Я тогда сразу рванула в аэропорт. Ждала, думала, что на самолет—то он все равно явится, и там я его встречу. Где была моя гордость? Не знаю. Наверное, в такие особенно тяжелые моменты жизни, как этот, все остальные чувства просто выключаются, чтобы потом, спустя месяцы, включиться, опаляя стыдом в воспоминаниях. Он не появился.

Дома я рыдала в подушку неделю, и только потом поняла, что нужно что—то делать, двигаться дальше, жить, как будто ничего со мной не случилось…

А после сделала тест на беременность…

— Орехова! — услышала свою фамилию в даже вздрогнула от неожиданности – провалившись в собственные воспоминания, не могла сразу понять, где я и кто.

Повернулась на голос, постаралась раскрыть глаза, покрывшиеся корочкой от сухих слез.

— Так.

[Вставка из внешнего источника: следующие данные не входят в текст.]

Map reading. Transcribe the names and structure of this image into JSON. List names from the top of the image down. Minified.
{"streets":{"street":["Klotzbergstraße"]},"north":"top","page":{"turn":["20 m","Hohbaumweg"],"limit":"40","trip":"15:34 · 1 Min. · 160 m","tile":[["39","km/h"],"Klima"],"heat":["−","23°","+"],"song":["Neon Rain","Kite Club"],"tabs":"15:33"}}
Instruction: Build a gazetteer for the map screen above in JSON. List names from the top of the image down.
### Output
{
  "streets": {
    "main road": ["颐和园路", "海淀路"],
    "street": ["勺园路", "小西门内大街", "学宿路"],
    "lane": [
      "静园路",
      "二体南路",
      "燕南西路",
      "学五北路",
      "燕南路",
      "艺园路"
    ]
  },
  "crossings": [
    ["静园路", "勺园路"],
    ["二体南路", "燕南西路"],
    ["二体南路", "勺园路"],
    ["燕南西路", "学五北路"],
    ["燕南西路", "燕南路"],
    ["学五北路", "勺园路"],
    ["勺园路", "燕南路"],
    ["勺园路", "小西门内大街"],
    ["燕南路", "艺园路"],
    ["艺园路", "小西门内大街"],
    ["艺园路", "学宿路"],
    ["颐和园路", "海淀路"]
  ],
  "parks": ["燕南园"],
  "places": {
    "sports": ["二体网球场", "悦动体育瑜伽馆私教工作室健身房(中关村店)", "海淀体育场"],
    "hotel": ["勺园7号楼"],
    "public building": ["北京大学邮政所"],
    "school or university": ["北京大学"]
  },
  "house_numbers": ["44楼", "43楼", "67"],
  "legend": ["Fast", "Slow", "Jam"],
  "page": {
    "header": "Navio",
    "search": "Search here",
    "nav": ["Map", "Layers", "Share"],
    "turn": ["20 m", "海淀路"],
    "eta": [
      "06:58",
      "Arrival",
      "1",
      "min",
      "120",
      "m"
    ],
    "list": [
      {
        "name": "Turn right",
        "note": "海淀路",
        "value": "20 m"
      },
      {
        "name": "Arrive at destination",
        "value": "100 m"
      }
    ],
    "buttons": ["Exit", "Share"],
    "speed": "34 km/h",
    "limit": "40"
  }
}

Реакция есть.  Все позади. Все в порядке, Таисия. Жить будете, — я поняла, что это говорил врач. Голова кружилась, сознание все время пыталось провалиться обратно в спасительные недра темноты.

— Где мой сын? — прошептала, хотя хотела закричать.

— Сын? С сыном вашим все в порядке. Он с отцом. Но вы не волнуйтесь. Они вместе уже почти сутки – у вас было сильное истощение, температура, чудом вообще остались живы. Что же вы себя так не бережете?

У меня в голове все помутилось.

— С каким отцом?

— Как – с каким? Со своим. Алексеем Юрьевичем Грецких. Вот, он вам записку написал и передачу тоже принес. К вам пускать посетителей нельзя, но по телефону говорите сколько угодно. Сестра сказала, что ваш сотовый в пакете. Вы пока отдыхайте, я приду еще раз после осмотра.

— С каким…отцом? – снова прошелестела я, с трудом подняв руку. Сухой плетью она бессильно опала на больничное покрывало.

— Ну это уж вы сами с ним разбирайтесь, — нервно ответил врач. — Хорошо, что он оказался рядом, иначе не знаю, куда бы мы ребенка в инфекционном отделении дели. Пошли навстречу, а куда деваться?

Он будто бы оправдывался, а мне хотелось посмотреть в его глаза, которые он старательно отводил, чтобы задать самый главный вопрос: «Что же вы наделали?».

— Не переживайте, процедур сегодня уже не будет, а вот с завтрашнего дня все начнем: уколы, физиолечение, все, что нужно.

— Когда я могу пойти домой?

Он поднял бровь дугой.

— Не торопитесь, Таисия, — он мельком заглянул в мою карту, проверив имя. Причмокнул языком – видимо, оно его удивило. — В вашем состоянии я бы не торопился домой. Выпишем вас как только, так сразу.

Он сразу встал, чтобы, видимо, не пререкаться с нервной больной, поспешил покинуть палату. Как только врач вышел, я сделал попытку встать. Голова ужасно кружилась, все тело ломило и жутко болела каждая косточка, в глаза будто песком насыпали. Голову повело, я качнулась резко, сильно, чуть снова не упала навзничь.

— Ой, девочка, да куда же ты, куда? — сквозь вату услышала голос соседки по палате. — Тебе сказано лежать, а ты куда—то рвешься.

— Мне домой…надо, — еле шевеля распухшим языком, попыталась сказать внятно и просто, но вышло снова какое—то мычание, однако женщина его поняла.

— Ну что ты, в твоем состоянии…Ты бы себя в зеркале сейчас видела!

— У меня сын…один…

— Господи боже, — она каким—то образом материализовалась рядом со мной, помогла встать. Дернула за собой железную подставку для капельницы, и та звонко ударилась о железный остов кровати.

Медленно шагая, она проводила меня до двери. В таком положении мне удалось лучше разглядеть обстановку и понять, что это место точно мне не подходит: две кровати; темно синие стены нищей государственной больницы; плохие, рассохшиеся окна, сквозь которые, наверняка, дует; через невысокую стенку – ржавое корыто ванной на обшарпанном, с отбитой плиткой, полу. Апофеоз кошмара – стеклянные двери и уголок, на котором стоял пакет и тарелка с засохшей клейстерной массой.

— Это твой ужин, милая. Каша с маслом, — пожала плечами на мой невысказанный вопрос сердобольная женщина. Она снова попыталась убедить меня не двигаться, остаться в палате, тем более, что было бы довольно странно уходить из закрытой больницы в носках и больничном уродливом халате, в который каким—то образом я оказалась облачена.